==== Recorded information ====
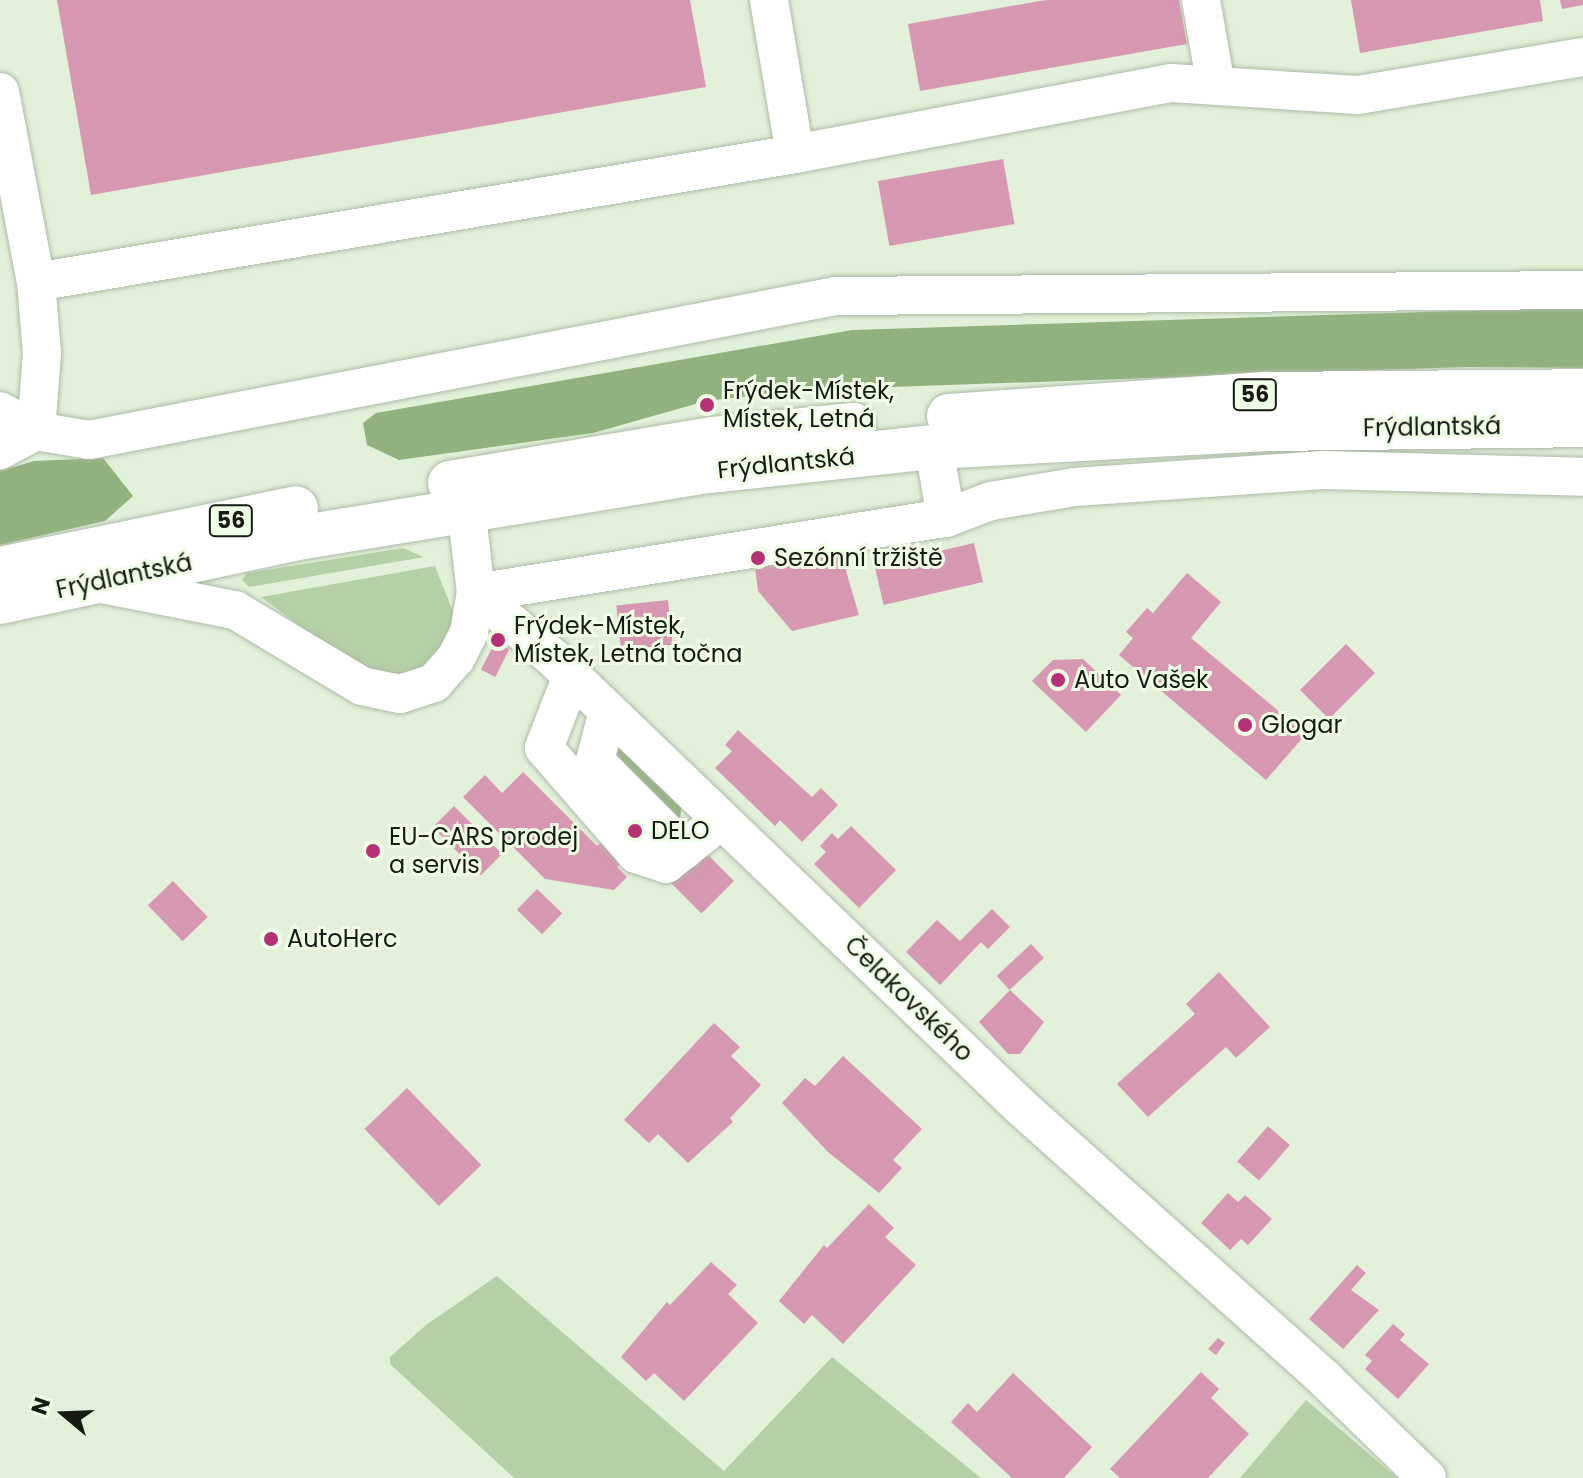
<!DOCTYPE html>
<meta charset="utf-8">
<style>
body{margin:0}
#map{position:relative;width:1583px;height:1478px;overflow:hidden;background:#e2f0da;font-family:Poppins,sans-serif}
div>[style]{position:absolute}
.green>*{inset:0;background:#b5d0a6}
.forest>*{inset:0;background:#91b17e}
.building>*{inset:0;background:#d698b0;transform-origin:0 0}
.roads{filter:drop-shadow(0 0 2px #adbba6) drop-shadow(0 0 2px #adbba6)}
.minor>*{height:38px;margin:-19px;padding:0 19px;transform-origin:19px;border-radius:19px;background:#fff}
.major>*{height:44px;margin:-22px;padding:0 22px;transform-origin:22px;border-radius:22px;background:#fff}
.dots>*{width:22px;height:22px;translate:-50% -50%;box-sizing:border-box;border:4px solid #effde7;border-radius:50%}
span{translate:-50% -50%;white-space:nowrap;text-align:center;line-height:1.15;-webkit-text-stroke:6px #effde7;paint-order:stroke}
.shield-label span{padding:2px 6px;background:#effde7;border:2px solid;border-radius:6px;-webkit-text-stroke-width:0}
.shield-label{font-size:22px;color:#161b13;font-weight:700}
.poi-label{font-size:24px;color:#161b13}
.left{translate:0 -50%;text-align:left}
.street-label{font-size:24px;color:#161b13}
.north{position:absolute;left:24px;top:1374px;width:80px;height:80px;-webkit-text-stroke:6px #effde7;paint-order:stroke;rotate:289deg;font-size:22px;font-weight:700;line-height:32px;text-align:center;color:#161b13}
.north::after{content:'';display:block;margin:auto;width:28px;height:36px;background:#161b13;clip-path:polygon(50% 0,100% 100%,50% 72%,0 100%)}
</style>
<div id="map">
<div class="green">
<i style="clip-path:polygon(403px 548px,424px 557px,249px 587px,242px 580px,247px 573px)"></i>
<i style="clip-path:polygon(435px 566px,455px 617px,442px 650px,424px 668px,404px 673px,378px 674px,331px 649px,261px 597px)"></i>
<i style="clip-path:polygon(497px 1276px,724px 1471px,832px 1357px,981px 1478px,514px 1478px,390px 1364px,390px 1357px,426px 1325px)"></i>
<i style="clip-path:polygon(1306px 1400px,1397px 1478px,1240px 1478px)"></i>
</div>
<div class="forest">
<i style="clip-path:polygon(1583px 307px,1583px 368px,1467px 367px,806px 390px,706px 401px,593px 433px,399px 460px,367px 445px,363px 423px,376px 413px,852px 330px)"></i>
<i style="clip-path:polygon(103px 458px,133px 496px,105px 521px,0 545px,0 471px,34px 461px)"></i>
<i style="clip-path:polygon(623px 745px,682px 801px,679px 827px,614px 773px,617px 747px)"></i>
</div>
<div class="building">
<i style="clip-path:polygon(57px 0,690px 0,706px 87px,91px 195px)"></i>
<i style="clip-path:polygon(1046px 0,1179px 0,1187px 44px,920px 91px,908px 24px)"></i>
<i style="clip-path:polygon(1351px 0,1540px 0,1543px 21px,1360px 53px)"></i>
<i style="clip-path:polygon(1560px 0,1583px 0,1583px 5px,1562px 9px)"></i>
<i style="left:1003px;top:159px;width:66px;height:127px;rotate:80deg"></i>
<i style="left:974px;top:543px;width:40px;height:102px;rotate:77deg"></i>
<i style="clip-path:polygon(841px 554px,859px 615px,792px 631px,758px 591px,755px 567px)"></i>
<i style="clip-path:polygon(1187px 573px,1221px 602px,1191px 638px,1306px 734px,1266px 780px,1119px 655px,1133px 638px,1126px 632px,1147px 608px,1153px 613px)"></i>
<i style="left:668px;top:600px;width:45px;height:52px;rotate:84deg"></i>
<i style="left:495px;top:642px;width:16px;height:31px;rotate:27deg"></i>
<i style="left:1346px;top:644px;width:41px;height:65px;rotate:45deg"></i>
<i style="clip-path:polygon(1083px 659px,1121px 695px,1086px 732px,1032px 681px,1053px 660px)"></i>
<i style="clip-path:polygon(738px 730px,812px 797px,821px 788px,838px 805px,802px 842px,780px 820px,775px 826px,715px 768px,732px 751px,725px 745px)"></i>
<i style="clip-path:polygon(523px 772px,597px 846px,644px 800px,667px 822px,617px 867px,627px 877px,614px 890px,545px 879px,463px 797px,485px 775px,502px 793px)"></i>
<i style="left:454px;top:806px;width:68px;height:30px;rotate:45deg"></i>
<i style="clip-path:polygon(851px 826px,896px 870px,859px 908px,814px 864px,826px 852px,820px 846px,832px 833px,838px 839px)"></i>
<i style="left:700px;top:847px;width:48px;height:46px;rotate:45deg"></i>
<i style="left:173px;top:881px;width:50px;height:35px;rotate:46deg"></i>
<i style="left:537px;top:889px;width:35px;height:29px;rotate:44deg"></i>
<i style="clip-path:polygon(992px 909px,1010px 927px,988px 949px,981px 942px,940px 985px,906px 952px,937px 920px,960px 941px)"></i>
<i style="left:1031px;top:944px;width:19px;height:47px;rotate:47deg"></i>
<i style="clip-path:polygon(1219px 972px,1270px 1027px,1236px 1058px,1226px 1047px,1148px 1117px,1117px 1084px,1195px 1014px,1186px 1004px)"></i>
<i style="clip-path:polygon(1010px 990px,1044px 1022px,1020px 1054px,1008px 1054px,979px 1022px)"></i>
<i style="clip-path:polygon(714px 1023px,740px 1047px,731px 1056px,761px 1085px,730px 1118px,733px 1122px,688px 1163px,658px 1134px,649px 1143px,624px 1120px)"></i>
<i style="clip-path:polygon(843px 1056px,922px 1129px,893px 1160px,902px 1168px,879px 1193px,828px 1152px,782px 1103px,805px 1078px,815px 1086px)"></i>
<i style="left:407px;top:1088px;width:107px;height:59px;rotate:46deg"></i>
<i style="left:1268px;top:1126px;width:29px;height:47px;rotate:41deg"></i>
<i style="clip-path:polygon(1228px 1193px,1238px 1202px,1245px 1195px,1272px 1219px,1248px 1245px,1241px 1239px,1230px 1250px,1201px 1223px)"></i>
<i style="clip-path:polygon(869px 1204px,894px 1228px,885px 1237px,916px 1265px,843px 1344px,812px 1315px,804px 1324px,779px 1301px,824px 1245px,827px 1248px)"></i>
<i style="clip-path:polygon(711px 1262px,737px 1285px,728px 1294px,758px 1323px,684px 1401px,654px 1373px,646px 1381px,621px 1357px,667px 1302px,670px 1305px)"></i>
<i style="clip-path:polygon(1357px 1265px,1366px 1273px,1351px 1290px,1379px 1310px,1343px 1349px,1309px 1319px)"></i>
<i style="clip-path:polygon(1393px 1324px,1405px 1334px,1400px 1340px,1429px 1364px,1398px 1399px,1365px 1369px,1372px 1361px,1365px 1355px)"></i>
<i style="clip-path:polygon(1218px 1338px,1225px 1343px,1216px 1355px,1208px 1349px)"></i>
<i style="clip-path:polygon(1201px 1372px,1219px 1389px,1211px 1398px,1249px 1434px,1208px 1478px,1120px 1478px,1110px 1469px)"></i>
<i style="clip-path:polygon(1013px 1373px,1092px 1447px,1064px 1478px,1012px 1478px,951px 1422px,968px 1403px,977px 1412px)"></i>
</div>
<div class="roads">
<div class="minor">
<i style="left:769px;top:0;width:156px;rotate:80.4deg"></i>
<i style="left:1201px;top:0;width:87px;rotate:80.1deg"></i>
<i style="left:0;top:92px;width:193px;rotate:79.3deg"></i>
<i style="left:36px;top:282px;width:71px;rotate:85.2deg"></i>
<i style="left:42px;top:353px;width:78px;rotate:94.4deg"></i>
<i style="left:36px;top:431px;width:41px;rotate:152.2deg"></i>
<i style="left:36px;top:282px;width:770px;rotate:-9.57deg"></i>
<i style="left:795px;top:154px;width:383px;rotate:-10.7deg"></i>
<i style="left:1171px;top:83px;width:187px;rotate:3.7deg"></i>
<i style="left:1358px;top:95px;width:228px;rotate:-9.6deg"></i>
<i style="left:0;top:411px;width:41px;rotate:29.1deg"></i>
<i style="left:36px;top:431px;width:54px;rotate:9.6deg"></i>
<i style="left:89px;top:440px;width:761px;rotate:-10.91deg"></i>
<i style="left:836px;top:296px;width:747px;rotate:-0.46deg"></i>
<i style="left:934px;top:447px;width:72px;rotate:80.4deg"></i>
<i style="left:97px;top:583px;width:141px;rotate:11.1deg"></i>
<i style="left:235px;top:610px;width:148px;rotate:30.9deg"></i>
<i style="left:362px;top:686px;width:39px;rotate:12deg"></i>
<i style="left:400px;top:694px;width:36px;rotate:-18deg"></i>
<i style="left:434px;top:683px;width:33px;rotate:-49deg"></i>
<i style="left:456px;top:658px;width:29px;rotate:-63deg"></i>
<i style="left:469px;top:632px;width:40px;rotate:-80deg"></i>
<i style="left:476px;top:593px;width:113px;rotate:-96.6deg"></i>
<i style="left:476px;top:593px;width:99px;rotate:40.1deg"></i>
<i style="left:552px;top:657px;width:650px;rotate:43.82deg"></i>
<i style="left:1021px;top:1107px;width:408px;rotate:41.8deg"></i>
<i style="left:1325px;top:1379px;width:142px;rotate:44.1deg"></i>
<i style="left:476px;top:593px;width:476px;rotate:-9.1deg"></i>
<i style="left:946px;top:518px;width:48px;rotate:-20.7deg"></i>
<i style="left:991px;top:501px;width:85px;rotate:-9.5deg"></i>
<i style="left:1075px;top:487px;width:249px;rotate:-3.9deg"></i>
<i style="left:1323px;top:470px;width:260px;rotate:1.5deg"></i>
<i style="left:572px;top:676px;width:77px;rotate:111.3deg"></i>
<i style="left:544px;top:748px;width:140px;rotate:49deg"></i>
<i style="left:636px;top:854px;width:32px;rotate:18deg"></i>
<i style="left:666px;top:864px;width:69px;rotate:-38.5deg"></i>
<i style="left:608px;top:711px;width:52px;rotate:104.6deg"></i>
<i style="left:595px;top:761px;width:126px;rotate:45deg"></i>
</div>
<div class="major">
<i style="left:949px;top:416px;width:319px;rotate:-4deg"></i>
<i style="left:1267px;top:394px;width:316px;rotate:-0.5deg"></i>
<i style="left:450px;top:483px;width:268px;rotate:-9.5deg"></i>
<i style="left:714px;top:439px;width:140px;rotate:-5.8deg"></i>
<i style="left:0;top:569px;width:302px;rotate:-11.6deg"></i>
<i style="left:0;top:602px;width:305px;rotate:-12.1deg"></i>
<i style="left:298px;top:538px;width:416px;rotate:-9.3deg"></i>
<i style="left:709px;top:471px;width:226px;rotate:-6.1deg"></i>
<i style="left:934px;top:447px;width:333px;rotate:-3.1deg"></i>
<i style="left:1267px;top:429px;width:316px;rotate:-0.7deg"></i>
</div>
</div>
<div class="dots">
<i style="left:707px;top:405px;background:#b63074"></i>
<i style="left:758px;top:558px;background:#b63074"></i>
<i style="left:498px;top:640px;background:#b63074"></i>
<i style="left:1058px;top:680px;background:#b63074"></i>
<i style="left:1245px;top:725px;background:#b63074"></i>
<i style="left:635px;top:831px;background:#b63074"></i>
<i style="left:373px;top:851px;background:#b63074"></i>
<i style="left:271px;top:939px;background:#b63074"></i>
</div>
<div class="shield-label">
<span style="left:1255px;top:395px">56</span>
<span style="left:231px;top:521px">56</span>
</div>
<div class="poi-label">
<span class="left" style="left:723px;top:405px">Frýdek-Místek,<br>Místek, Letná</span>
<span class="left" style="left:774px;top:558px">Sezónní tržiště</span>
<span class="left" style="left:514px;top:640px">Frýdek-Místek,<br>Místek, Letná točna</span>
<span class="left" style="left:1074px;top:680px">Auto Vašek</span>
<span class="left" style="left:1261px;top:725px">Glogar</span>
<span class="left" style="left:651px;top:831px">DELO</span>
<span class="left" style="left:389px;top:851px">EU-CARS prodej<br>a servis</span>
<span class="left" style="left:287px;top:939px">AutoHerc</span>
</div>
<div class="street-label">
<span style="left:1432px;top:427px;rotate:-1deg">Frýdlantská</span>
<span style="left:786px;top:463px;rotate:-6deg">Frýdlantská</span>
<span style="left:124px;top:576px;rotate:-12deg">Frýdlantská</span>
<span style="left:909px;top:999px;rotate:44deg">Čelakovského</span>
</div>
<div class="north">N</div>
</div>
====
### Your objective
Each line from the top of the records through the one containing "2px #adbba6) drop-shadow(0" needs to be transcribed exactly, without pictures.

### Response to this task
<!DOCTYPE html>
<meta charset="utf-8">
<style>
body{margin:0}
#map{position:relative;width:1583px;height:1478px;overflow:hidden;background:#e2f0da;font-family:Poppins,sans-serif}
div>[style]{position:absolute}
.green>*{inset:0;background:#b5d0a6}
.forest>*{inset:0;background:#91b17e}
.building>*{inset:0;background:#d698b0;transform-origin:0 0}
.roads{filter:drop-shadow(0 0 2px #adbba6) drop-shadow(0 0 2px #adbba6)}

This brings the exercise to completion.